## GOAL OF THE EXERCISE
Return all lines of the data in which the string "linear" occurs.

## DATASET ENTRIES
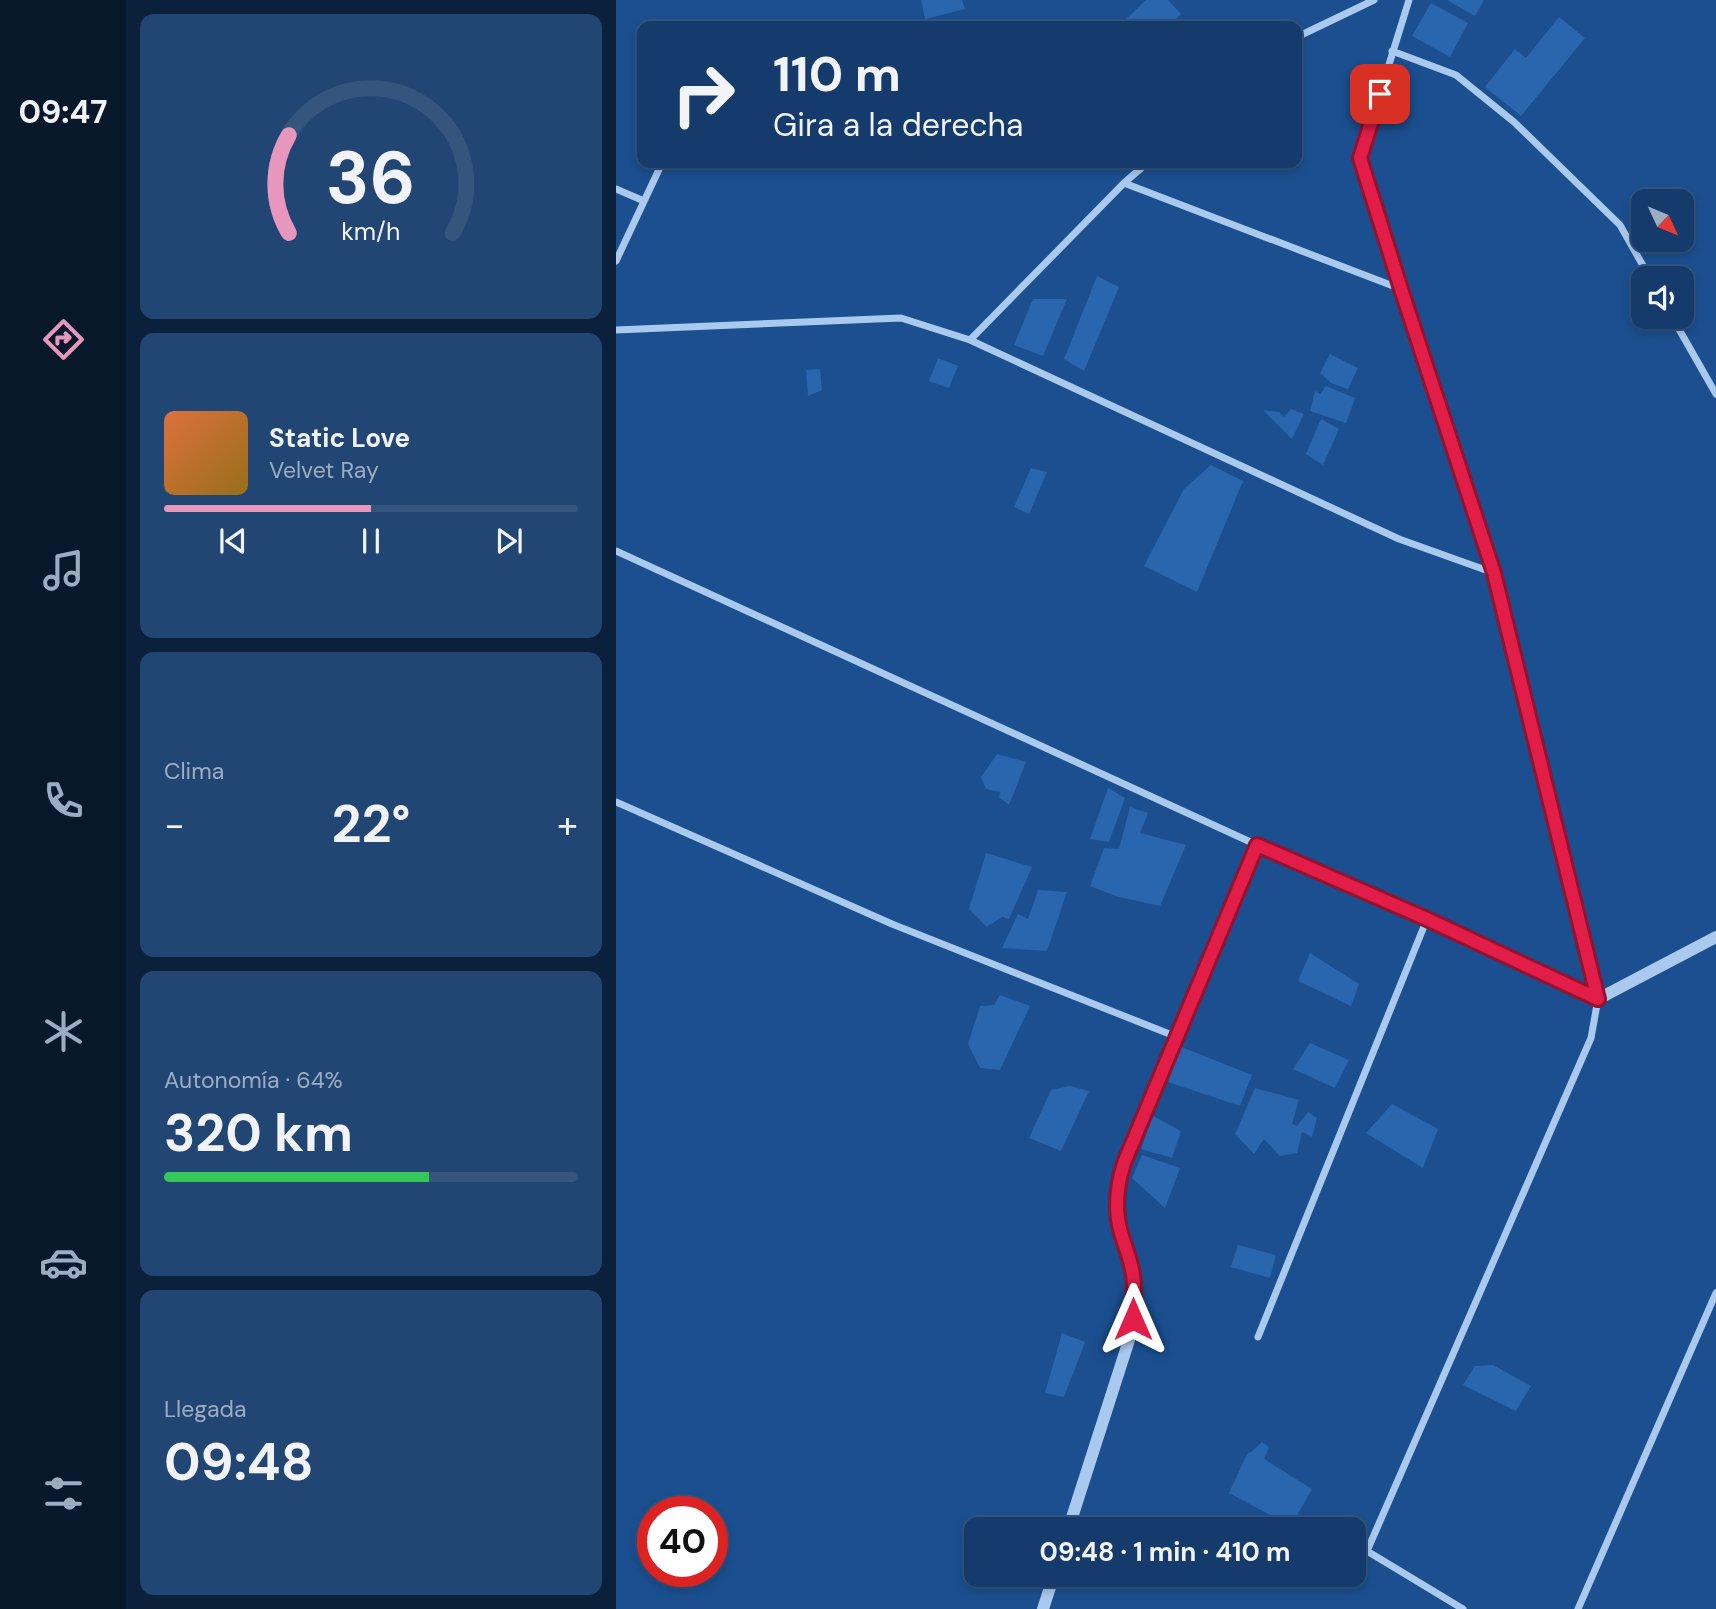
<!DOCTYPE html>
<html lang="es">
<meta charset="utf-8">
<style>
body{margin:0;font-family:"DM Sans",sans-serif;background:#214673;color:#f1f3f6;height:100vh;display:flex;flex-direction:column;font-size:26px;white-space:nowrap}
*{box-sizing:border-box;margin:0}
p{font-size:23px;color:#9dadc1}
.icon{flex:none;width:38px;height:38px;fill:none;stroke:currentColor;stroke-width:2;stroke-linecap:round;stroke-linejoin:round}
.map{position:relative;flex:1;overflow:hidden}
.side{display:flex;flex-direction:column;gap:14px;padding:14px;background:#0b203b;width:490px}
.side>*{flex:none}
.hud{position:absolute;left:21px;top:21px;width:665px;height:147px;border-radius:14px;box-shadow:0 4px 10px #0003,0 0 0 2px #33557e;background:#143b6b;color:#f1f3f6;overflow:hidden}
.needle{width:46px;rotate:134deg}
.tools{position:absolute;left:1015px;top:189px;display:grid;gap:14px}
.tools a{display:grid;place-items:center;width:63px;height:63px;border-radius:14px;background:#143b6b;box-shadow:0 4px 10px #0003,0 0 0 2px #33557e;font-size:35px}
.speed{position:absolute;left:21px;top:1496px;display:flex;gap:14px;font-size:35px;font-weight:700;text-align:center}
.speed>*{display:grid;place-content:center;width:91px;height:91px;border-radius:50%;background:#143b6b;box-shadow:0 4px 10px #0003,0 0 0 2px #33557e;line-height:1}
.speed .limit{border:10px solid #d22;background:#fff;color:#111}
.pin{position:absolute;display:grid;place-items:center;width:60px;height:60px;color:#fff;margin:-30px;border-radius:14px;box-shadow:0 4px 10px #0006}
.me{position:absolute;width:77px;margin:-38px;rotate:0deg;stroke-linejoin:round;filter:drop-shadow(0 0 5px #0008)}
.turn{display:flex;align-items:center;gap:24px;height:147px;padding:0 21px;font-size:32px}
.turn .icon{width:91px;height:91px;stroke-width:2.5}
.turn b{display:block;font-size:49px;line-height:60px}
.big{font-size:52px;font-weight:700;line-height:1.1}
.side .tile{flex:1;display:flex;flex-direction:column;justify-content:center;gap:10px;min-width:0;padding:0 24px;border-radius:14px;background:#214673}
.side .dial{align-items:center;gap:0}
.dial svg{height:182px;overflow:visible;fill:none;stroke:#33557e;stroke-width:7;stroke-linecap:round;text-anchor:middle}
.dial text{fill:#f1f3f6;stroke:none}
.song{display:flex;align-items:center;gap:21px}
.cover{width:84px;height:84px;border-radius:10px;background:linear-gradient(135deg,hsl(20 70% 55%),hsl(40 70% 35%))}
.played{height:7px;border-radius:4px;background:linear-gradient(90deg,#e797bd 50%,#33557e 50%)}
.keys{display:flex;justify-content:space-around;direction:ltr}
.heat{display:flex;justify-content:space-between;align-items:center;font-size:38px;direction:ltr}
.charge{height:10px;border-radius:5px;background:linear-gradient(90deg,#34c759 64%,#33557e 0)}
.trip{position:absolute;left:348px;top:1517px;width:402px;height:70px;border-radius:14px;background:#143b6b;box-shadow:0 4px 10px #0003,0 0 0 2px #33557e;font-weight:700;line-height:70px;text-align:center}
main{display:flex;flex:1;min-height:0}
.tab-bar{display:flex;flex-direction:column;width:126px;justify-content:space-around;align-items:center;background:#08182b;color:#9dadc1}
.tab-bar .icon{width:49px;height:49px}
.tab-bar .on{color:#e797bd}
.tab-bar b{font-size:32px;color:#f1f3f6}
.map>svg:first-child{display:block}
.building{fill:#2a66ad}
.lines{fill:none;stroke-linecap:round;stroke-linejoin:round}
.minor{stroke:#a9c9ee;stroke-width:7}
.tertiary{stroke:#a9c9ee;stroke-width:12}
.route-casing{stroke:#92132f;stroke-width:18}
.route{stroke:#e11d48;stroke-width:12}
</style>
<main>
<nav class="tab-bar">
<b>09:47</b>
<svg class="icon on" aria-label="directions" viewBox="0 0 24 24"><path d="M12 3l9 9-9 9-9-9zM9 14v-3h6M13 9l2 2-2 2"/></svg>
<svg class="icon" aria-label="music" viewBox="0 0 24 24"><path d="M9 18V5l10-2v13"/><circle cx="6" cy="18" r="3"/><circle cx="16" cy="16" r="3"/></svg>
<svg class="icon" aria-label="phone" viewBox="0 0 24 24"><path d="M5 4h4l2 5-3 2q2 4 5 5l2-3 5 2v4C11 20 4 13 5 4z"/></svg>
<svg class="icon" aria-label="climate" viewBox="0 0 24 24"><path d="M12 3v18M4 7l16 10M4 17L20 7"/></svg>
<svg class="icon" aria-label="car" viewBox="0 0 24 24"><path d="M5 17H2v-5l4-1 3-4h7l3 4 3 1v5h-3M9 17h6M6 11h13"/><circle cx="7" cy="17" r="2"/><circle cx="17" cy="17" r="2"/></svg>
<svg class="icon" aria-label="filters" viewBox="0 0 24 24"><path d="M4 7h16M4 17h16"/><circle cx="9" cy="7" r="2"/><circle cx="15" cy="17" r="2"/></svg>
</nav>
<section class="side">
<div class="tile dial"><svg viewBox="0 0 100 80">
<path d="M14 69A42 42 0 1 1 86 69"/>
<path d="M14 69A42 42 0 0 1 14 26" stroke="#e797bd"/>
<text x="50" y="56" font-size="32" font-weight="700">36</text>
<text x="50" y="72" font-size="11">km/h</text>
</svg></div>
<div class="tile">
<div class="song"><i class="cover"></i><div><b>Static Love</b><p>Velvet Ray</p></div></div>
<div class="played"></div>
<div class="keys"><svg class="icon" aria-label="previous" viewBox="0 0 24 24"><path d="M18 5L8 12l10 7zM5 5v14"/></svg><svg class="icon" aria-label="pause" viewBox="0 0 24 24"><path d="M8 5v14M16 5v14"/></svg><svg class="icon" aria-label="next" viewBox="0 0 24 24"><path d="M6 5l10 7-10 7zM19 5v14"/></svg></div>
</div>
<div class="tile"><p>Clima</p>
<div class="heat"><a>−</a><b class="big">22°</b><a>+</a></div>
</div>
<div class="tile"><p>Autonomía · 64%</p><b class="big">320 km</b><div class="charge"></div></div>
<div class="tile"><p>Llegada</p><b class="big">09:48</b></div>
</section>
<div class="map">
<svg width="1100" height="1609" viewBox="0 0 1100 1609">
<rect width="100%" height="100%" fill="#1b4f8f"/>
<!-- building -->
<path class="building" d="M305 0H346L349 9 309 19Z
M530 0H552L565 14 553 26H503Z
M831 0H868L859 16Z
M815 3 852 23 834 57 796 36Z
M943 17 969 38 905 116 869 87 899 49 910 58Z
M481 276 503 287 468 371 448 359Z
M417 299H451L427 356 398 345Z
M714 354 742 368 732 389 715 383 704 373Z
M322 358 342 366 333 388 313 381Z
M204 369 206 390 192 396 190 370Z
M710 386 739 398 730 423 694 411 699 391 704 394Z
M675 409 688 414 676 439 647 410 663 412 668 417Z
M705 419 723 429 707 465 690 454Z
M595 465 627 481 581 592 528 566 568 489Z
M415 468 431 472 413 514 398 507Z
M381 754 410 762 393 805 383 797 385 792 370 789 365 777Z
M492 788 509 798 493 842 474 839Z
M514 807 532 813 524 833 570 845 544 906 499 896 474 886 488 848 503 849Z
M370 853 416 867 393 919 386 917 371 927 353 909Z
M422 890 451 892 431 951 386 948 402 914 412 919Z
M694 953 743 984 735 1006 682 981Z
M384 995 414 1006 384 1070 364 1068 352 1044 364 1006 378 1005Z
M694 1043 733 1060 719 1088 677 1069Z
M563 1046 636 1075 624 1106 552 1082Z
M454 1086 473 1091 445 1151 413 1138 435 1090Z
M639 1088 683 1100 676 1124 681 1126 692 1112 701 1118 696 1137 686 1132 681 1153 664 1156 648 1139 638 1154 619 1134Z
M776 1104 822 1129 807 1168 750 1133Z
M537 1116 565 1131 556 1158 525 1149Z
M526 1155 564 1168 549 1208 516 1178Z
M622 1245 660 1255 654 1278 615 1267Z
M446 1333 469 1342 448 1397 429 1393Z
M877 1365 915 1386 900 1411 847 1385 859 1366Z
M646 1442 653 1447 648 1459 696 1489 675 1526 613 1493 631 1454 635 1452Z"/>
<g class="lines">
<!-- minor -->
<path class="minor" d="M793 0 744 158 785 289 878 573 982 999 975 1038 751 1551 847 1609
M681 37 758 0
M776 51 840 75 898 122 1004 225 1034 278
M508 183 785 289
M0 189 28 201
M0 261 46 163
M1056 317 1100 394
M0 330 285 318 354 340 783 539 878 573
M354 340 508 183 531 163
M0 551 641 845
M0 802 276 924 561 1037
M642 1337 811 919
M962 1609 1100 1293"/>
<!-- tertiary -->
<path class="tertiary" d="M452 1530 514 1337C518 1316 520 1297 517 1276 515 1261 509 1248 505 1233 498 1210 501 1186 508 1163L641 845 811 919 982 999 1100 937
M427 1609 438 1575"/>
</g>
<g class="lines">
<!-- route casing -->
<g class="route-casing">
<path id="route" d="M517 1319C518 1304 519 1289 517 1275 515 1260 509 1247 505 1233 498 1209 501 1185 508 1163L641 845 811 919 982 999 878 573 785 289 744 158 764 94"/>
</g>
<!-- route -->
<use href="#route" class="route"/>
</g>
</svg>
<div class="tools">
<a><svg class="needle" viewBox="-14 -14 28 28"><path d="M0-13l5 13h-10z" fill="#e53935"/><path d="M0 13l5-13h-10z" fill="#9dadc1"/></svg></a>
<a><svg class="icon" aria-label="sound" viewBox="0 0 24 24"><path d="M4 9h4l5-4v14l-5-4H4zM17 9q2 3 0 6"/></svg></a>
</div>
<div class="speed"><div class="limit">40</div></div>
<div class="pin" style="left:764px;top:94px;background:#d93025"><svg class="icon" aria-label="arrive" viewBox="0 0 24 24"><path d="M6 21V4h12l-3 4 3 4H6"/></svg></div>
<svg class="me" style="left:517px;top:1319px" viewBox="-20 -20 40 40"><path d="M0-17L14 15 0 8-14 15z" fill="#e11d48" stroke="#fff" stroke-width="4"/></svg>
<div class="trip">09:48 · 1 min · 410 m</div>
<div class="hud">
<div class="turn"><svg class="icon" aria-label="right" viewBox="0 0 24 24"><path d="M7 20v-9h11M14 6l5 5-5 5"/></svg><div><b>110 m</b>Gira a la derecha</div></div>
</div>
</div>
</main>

## SOLUTION FOR THIS TASK
.cover{width:84px;height:84px;border-radius:10px;background:linear-gradient(135deg,hsl(20 70% 55%),hsl(40 70% 35%))}
.played{height:7px;border-radius:4px;background:linear-gradient(90deg,#e797bd 50%,#33557e 50%)}
.charge{height:10px;border-radius:5px;background:linear-gradient(90deg,#34c759 64%,#33557e 0)}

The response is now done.